■ EXERCISE DESCRIPTION:
Check each line below for "place" and give the count of those that have it, nothing else.

■ TASK DATA:
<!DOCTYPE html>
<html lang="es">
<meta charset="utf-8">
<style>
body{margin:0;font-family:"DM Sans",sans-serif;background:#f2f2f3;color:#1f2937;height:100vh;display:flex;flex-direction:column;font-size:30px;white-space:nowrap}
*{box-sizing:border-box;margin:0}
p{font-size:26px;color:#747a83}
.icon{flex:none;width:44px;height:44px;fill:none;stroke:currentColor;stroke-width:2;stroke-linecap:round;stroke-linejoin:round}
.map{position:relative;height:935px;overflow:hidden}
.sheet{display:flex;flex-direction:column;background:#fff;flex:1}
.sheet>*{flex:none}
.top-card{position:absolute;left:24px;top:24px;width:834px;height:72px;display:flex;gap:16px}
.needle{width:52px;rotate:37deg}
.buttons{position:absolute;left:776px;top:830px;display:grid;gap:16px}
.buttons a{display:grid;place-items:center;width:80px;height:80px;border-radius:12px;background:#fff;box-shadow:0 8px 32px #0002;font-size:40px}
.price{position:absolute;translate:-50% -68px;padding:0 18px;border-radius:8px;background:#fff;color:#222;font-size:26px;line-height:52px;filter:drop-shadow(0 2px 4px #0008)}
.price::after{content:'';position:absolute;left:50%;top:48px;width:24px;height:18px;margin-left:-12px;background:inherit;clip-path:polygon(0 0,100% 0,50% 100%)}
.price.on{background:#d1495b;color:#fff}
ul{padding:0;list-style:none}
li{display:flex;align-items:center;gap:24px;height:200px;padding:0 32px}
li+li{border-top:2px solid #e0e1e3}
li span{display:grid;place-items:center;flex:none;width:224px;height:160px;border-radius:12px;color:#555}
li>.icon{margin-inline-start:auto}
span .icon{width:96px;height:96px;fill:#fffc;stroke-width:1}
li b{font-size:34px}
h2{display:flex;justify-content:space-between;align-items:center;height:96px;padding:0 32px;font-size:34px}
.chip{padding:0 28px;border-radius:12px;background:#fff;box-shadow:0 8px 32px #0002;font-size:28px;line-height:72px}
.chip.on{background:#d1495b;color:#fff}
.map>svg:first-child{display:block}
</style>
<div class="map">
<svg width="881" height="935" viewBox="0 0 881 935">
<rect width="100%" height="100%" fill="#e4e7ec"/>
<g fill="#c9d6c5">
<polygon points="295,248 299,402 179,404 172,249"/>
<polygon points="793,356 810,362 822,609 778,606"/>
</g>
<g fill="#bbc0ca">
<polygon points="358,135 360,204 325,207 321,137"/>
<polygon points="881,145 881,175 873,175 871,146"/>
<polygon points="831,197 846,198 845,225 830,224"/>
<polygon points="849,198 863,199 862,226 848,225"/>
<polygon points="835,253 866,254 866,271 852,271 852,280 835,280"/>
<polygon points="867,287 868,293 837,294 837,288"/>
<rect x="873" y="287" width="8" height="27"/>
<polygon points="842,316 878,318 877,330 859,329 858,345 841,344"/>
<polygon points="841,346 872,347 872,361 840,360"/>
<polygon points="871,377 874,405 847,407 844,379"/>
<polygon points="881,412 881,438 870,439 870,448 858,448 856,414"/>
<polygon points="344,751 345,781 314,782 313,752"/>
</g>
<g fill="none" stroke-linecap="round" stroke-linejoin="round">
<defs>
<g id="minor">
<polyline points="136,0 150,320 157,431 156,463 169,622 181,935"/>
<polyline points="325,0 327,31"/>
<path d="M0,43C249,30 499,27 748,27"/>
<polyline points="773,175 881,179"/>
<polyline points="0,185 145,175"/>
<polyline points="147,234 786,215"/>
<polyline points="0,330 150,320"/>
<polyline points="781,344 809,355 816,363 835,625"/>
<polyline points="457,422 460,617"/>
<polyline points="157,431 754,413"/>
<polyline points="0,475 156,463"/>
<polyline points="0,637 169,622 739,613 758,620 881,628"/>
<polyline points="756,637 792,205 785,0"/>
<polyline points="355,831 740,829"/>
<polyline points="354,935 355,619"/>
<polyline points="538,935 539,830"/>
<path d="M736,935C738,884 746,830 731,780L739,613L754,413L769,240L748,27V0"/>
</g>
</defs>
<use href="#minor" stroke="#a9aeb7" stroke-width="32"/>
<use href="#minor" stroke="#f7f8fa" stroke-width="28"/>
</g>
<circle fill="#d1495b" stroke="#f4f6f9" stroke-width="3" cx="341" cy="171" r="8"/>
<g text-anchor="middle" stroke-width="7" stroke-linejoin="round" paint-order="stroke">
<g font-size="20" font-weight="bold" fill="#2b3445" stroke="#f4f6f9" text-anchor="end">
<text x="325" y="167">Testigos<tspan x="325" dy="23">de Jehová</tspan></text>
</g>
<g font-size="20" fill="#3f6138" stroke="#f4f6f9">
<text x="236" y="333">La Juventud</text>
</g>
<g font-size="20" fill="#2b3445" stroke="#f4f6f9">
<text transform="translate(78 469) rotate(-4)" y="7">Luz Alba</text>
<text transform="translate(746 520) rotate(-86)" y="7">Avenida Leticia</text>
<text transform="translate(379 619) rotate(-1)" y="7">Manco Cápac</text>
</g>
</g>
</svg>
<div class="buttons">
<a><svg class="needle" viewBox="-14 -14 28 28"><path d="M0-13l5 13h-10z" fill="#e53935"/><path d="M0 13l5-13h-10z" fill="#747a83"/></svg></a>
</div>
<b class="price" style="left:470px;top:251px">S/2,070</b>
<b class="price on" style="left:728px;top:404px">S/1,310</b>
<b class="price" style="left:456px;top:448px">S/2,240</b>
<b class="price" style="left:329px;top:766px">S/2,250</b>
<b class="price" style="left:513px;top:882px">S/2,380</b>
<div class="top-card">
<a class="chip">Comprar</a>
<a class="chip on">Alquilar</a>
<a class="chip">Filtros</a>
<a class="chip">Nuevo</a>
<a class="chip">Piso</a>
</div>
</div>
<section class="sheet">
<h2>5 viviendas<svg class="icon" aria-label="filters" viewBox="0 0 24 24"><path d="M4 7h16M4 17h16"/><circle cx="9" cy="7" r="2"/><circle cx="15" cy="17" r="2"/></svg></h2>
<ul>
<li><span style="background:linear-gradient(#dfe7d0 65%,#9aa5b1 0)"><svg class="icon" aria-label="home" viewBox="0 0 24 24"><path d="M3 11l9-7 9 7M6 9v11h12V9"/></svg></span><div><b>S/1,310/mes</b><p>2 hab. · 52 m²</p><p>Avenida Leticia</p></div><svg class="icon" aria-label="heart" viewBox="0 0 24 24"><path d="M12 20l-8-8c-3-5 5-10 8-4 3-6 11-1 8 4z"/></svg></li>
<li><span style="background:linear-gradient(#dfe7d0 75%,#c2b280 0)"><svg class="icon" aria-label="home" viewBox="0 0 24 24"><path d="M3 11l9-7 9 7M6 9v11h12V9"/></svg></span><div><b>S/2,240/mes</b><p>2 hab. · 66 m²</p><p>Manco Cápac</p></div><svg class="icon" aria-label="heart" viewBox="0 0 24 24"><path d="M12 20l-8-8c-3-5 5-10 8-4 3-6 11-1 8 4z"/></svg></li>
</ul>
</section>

■ RESPONSE AREA:
2